Exercise requirements: Please return, exactly and only, the lines beginning at the top of the entries below and ending with the line containing "function fill(path, color)"; keep out the pictures.

Data section:
────

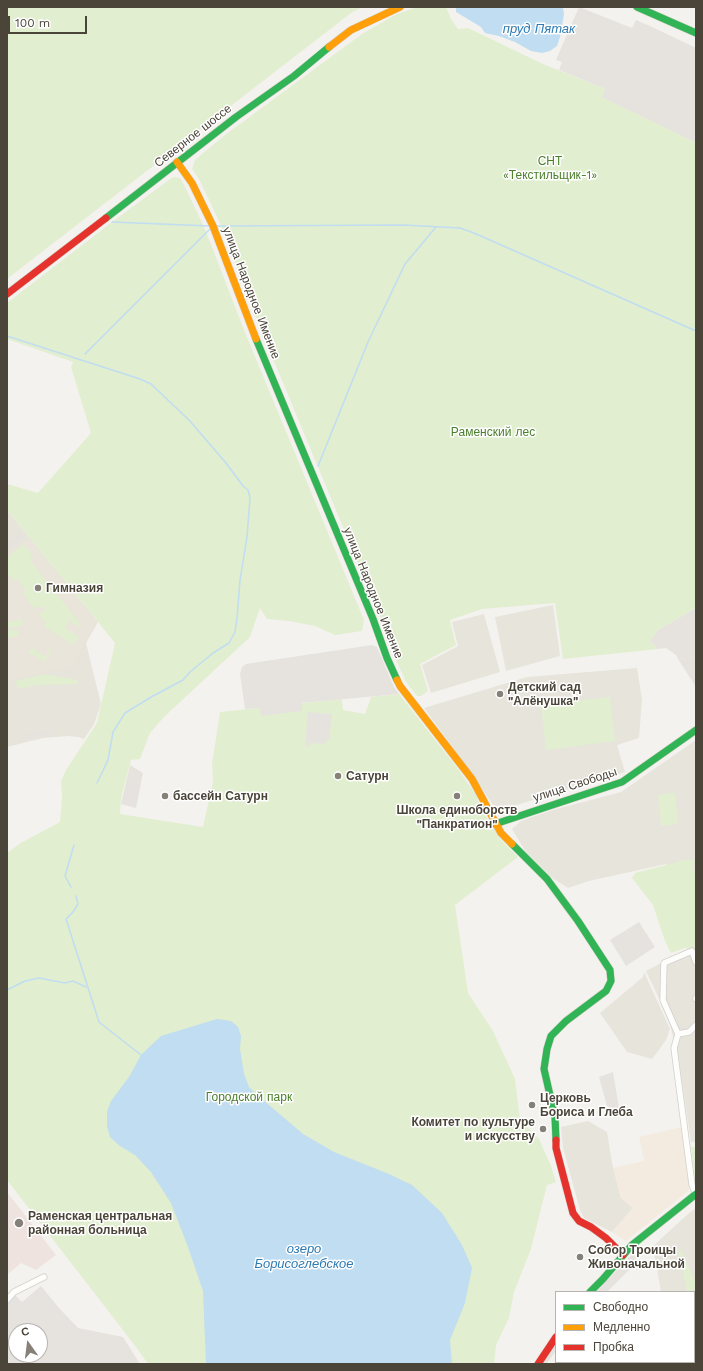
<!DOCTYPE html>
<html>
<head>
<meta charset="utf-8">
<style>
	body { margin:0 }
	#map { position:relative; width:703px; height:1371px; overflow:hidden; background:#f4f2ee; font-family:"Work Sans",sans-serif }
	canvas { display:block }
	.frame { position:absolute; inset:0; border:8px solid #4b4439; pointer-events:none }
	.legend { position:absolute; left:555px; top:1291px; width:140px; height:72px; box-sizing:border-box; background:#fff; border:1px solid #b7b4b0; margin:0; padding:5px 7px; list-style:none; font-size:12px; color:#4b4439 }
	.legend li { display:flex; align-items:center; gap:8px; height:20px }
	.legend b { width:20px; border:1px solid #b7b4b0 }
	.north { position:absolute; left:8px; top:1323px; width:40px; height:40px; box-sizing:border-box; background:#fff; border:1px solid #b7b4b0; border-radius:50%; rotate:346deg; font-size:11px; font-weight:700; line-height:16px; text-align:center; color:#4b4439 }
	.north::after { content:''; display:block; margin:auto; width:14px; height:18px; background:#868178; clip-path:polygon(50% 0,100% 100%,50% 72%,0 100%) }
	.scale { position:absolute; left:8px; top:16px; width:79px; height:18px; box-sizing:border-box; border:2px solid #4b4439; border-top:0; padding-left:5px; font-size:12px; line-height:14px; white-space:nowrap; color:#4b4439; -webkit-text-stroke:3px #fff; paint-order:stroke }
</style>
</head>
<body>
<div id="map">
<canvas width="703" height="1371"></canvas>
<div class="frame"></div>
<ul class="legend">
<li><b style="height:5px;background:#30b455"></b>Свободно</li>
<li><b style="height:5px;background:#ff9f0a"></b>Медленно</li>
<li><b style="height:5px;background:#e5322d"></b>Пробка</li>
</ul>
<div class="north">С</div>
<div class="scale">100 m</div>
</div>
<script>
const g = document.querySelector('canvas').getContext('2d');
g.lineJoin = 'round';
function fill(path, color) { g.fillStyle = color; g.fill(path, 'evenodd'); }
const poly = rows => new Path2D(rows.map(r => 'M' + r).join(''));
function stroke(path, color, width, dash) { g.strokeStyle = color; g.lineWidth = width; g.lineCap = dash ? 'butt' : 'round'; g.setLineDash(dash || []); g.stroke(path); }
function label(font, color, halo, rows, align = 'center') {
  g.font = font + ' "Work Sans",sans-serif'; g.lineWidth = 3; g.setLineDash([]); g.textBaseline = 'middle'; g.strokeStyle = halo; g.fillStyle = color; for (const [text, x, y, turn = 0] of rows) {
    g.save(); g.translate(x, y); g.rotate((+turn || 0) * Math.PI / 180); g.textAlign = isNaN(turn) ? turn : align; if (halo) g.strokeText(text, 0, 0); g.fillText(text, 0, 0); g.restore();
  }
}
fill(poly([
	[7,510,98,622,86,643,101,704,94,724,84,739,78,737,68,736,43,738,7,747],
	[553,605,560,656,506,671,495,617],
	[484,614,500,672,431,693,422,665,458,646,452,622],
	[637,668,642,699,639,738,617,745,625,772,497,811,472,774,424,708,527,677],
	[696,740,696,904,666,864,589,881,568,888,551,877,526,852,512,829,521,821,553,810,621,792],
	[696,939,696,1142,691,1142,679,1061,669,1020,646,971,689,948],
	[644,972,670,1029,666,1040,652,1059,627,1052,600,1013,643,977],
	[588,1121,607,1132,612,1163,621,1198,633,1208,612,1232,584,1218,580,1210,563,1148,561,1127],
	[696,1208,696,1364,631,1364,633,1362,694,1362,694,1292,661,1292,653,1246,688,1214],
	[576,1362,614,1362,617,1364,575,1364]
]), '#e7e4dc');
fill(poly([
	[682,1127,689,1188,688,1191,626,1241,612,1232,633,1208,621,1198,613,1168,644,1161,639,1137]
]), '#f3ebdf');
fill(poly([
	[579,7,632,28,636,20,652,27,696,48,696,143,601,97,605,89,559,70,562,62,556,60],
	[696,657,696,687,678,659],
	[41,1286,59,1308,78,1328,123,1337,140,1364,7,1364,7,1304,15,1295,22,1302],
	[16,1331,40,1331,40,1355,16,1355]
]), '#e6e2de');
fill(poly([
	[29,538,97,622,71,666,7,681,7,555]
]), '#eae5da');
fill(poly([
	[7,1192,56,1255,36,1270,21,1263,7,1275]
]), '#eee3df');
fill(poly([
	[7,7,363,7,351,13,7,279],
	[418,7,446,7,451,19,458,29,468,28,543,64,605,89,602,97,696,143,696,608,658,630,650,641,658,649,563,659,555,603,482,609,450,620,456,645,420,664,428,691,421,696,417,696,406,682,394,655,380,616,259,325,220,223,199,179,192,169,195,160,225,135,362,34,397,14],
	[173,177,180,178,185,187,205,229,244,330,364,620,362,631,335,635,315,626,289,621,267,619,260,608,250,637,164,717,150,733,140,759,131,760,121,798,120,814,203,827,213,782,212,764,220,712,342,699,343,710,365,714,371,697,399,694,458,769,476,795,480,806,499,838,518,857,455,905,468,993,493,1031,515,1079,520,1119,539,1139,551,1166,556,1182,547,1185,531,1249,514,1292,509,1318,496,1345,494,1364,148,1364,136,1347,7,1180,7,853,19,844,60,822,62,796,61,781,66,770,97,723,115,643,7,510,7,484,38,493,91,433,71,367,73,362,7,339,7,303,112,222],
	[24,544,33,556,30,560,81,625,79,627,75,623,73,625,69,620,65,628,79,637,74,645,45,627,46,624,38,613,46,610,42,606,34,608,22,592,26,590,16,578,13,580,7,573,7,557],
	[22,619,23,625,7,629,7,622],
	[17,629,19,636,7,638,7,631],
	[56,641,56,643,46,660,43,661,28,652,32,648,45,657],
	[45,674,77,680,78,684,36,685,18,689,15,681],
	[610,697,615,741,546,750,541,705],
	[675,793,678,824,661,826,658,795],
	[689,859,696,861,693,869,696,872,696,949,685,948,671,953,665,941,653,905,632,878,635,873],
	[691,1147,696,1147,695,1181],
	[678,1249,681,1250,696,1283,696,1286,692,1292,687,1292],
	[694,1318,696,1318,696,1364,674,1364,673,1362,694,1362]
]), '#e1eecf');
fill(poly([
	[21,533,23,536,9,548,7,545],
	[696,608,696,657,678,659,676,655,666,648,658,649,650,641,658,630],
	[372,645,377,647,394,687,399,694,302,703,302,711,261,716,260,708,245,709,240,674,242,667,246,664],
	[308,712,332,714,329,739,323,744,310,743,309,747,305,746],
	[42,730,51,731,50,736,43,735,24,740,23,735],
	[130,765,143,773,136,808,121,804],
	[639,922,655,947,626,966,610,940],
	[613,1072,619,1108,611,1109,607,1106,599,1077],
	[634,1252,637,1262,607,1292,596,1292],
	[556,1343,556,1351,546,1364,542,1364]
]), '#e6e3df');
fill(poly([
	[456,7,561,7,563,8,564,14,560,37,557,46,550,51,542,53,531,51,515,42,499,36,485,33,481,27,456,12],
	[217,1019,231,1021,238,1027,241,1036,240,1049,244,1074,249,1087,256,1094,303,1134,334,1152,389,1174,412,1185,442,1213,462,1245,472,1268,465,1303,450,1340,452,1364,206,1364,203,1291,188,1247,171,1203,151,1172,135,1155,120,1146,110,1137,107,1126,107,1112,111,1101,129,1077,141,1055,161,1036]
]), '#c0ddf1');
stroke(poly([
	[112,222,210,226],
	[216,226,404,225,460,228,474,233,696,331],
	[7,336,140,379,151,384,189,420,226,463,243,486,248,490,250,498,247,537,240,580,237,618,235,632,229,643,213,653,190,672,183,680,153,696,125,713,113,732,108,760,97,783],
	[85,354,211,228],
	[318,466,368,342,405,264,436,227],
	[71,887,65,876,74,845],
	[76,896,78,904,73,912,66,919,99,1022,141,1055],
	[7,990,25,981,39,978,65,983,73,981,86,987]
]), '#c0ddf1', 1.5);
const street = poly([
	[696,998,696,999],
	[678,1034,689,1032,696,1025],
	[696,1195,692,1185,674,1048,678,1034,663,1000,664,963,692,951,696,962],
	[7,1300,14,1292,44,1277]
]);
const fast = poly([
	[637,7,696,33],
	[106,218,236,117,294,76,329,47],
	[256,339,373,619,387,658,397,680],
	[495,824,622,782,696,730],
	[512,844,547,879,578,921,610,970,611,981,606,991,566,1021,551,1036,547,1049,544,1069,555,1117,556,1140],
	[590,1292,603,1279,632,1245,696,1194]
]);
const slow = poly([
	[329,47,351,30,400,7],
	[177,162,192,183,213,226,256,339],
	[397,680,400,686,472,779,501,833,512,844]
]);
const jam = poly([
	[7,294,106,218],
	[556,1140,556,1148,573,1213,579,1221,591,1227,606,1238,623,1255],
	[538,1364,556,1337]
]);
stroke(street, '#d2d0cb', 7);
stroke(fast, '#d3cfc5', 8);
stroke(slow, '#d3cfc5', 8);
stroke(jam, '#d3cfc5', 8);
stroke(street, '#fdfdfc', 5.5);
stroke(fast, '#30b455', 7);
stroke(slow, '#ff9f0a', 7);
stroke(jam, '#e5322d', 7);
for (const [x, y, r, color] of [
	[38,588,4,"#868178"],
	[500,694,4,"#868178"],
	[338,776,4,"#868178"],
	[165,796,4,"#868178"],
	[457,796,4,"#868178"],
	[532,1105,4,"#868178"],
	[543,1129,4,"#868178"],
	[19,1223,5,"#868178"],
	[580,1257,4,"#868178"]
]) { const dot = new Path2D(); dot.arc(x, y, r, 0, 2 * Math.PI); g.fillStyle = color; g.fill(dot); stroke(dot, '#fff', 1.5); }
label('12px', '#4b4439', '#fff', [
	["Северное шоссе",193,136,-38],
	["улица Народное Имение",251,293,69],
	["улица Народное Имение",373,593,68],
	["улица Свободы",575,785,-18]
]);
label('12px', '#4a7f2a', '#fff', [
	["СНТ",550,161],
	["«Текстильщик-1»",550,175],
	["Раменский лес",493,432],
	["Городской парк",249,1097]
]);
label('bold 12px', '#4b4439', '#fff', [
	["Гимназия",46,588],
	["Детский сад",508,687],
	["\"Алёнушка\"",508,701],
	["Сатурн",346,776],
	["бассейн Сатурн",173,796],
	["Школа единоборств",457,810,"center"],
	["\"Панкратион\"",457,824,"center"],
	["Церковь",540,1098],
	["Бориса и Глеба",540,1112],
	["Комитет по культуре",535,1122,"right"],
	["и искусству",535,1136,"right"],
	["Раменская центральная",28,1216],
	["районная больница",28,1230],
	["Собор Троицы",588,1250],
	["Живоначальной",588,1264]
], 'left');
label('italic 13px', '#2e7ab2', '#fff', [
	["пруд Пятак",539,29],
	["озеро",304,1249],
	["Борисоглебское",304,1264]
]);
</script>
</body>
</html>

────

Output for this task:
<!DOCTYPE html>
<html>
<head>
<meta charset="utf-8">
<style>
	body { margin:0 }
	#map { position:relative; width:703px; height:1371px; overflow:hidden; background:#f4f2ee; font-family:"Work Sans",sans-serif }
	canvas { display:block }
	.frame { position:absolute; inset:0; border:8px solid #4b4439; pointer-events:none }
	.legend { position:absolute; left:555px; top:1291px; width:140px; height:72px; box-sizing:border-box; background:#fff; border:1px solid #b7b4b0; margin:0; padding:5px 7px; list-style:none; font-size:12px; color:#4b4439 }
	.legend li { display:flex; align-items:center; gap:8px; height:20px }
	.legend b { width:20px; border:1px solid #b7b4b0 }
	.north { position:absolute; left:8px; top:1323px; width:40px; height:40px; box-sizing:border-box; background:#fff; border:1px solid #b7b4b0; border-radius:50%; rotate:346deg; font-size:11px; font-weight:700; line-height:16px; text-align:center; color:#4b4439 }
	.north::after { content:''; display:block; margin:auto; width:14px; height:18px; background:#868178; clip-path:polygon(50% 0,100% 100%,50% 72%,0 100%) }
	.scale { position:absolute; left:8px; top:16px; width:79px; height:18px; box-sizing:border-box; border:2px solid #4b4439; border-top:0; padding-left:5px; font-size:12px; line-height:14px; white-space:nowrap; color:#4b4439; -webkit-text-stroke:3px #fff; paint-order:stroke }
</style>
</head>
<body>
<div id="map">
<canvas width="703" height="1371"></canvas>
<div class="frame"></div>
<ul class="legend">
<li><b style="height:5px;background:#30b455"></b>Свободно</li>
<li><b style="height:5px;background:#ff9f0a"></b>Медленно</li>
<li><b style="height:5px;background:#e5322d"></b>Пробка</li>
</ul>
<div class="north">С</div>
<div class="scale">100 m</div>
</div>
<script>
const g = document.querySelector('canvas').getContext('2d');
g.lineJoin = 'round';
function fill(path, color) { g.fillStyle = color; g.fill(path, 'evenodd'); }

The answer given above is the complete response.